Bio-mimetic hollow scaffolds for long bone replacement

The tissue engineering focuses on synthesis or regeneration of tissues and organs. The hierarchical structure of nearly all porous scaffolds on the macro, micro- and nanometer scales resembles that of engineering foams dedicated for technical applications, but differ from the complex architecture of long bone. A major obstacle of scaffold architecture in tissue regeneration is the limited cell infiltration as the result of the engineering approaches. The biological cells seeded on the three-dimensional constructs are finally only located on the scaffolds periphery. This paper reports on the successful realization of calcium phosphate scaffolds with an anatomical architecture similar to long bones. Two base materials, namely nano-porous spray-dried hydroxyapatite hollow spheres and tri-calcium phosphate powder, were used to manufacture cylindrically shaped, 3D-printed scaffolds with micro-passages and one central macro-canal following the general architecture of long bones. The macro-canal is built for the surgical placement of nerves or larger blood vessels. The micro-passages allow for cell migration and capillary formation through the entire scaffold.
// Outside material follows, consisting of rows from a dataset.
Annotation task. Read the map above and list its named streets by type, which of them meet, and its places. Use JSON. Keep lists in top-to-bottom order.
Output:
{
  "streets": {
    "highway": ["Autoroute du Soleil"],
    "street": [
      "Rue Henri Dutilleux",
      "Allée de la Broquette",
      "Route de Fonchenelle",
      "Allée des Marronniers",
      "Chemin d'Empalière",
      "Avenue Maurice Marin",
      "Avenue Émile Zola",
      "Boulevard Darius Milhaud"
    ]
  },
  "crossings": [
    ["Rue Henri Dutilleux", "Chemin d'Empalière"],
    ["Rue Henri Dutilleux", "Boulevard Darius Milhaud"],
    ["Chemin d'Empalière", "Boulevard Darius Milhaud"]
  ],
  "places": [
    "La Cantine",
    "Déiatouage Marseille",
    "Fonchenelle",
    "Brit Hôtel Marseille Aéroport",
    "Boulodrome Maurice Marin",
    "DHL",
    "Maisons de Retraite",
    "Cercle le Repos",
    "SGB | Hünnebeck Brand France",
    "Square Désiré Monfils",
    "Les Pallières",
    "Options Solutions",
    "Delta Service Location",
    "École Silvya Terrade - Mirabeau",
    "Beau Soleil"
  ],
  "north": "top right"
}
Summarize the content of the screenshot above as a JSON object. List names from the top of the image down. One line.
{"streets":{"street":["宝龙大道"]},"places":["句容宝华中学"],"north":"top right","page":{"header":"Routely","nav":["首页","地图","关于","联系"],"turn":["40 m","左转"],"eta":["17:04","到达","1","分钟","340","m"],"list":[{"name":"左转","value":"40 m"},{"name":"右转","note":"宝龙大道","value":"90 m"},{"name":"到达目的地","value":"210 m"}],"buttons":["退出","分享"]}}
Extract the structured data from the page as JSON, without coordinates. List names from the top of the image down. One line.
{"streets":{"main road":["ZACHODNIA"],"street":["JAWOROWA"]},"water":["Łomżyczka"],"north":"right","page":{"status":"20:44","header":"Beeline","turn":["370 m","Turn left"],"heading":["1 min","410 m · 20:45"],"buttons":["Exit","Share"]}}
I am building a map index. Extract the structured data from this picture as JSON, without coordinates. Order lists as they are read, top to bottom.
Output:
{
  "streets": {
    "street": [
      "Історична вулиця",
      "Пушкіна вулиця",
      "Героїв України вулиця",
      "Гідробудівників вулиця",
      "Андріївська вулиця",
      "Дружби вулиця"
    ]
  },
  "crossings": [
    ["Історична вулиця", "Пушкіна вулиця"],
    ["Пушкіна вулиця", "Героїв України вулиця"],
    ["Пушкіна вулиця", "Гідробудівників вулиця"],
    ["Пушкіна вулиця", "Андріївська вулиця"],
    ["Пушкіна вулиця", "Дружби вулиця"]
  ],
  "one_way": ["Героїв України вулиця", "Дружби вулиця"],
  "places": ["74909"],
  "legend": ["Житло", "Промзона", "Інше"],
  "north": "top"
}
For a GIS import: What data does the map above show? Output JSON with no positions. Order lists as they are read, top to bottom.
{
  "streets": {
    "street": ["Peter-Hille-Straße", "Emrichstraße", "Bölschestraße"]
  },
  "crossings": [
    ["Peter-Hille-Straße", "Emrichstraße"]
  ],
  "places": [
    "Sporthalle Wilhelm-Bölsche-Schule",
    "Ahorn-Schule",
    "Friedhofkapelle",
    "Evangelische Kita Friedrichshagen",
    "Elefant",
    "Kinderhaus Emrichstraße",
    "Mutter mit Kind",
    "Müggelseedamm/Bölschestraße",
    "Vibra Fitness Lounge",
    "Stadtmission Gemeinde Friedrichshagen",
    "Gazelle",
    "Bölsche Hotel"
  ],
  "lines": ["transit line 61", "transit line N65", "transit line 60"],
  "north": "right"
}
Finally, the nanoporosity is essential for the molecule transport crucial for signaling, any cell nutrition and waste removal.

Image-based analysis of the internal microstructure of bone replacement scaffolds fabricated by 3D printing

Rapid Prototyping and especially the 3D printing, allows generating complex porous ceramic scaffolds directly from powders. Furthermore, these technologies allow manufacturing patient-specific implants of centimeter size with an internal pore network to mimic bony structures including vascularization. Besides the biocompatibility properties of the base material, a high degree of open, interconnected porosity is crucial for the success of the synthetic bone graft. Pores with diameters between 100 and 500 μm are the prerequisite for vascularization to supply the cells with nutrients and oxygen, because simple diffusion transport is ineffective. The quantification of porosity on the macro-, micro-, and nanometer scale using well-established techniques such as Hg-porosimetry and electron microscopy is restricted. Alternatively, we have applied synchrotron-radiation-based micro computed tomography (SRμCT) to determine the porosity with high precision and to validate the macroscopic internal structure of the scaffold. We report on the difficulties in intensity-based segmentation for nanoporous materials but we also elucidate the power of SRμCT in the quantitative analysis of the pores at the different length scales.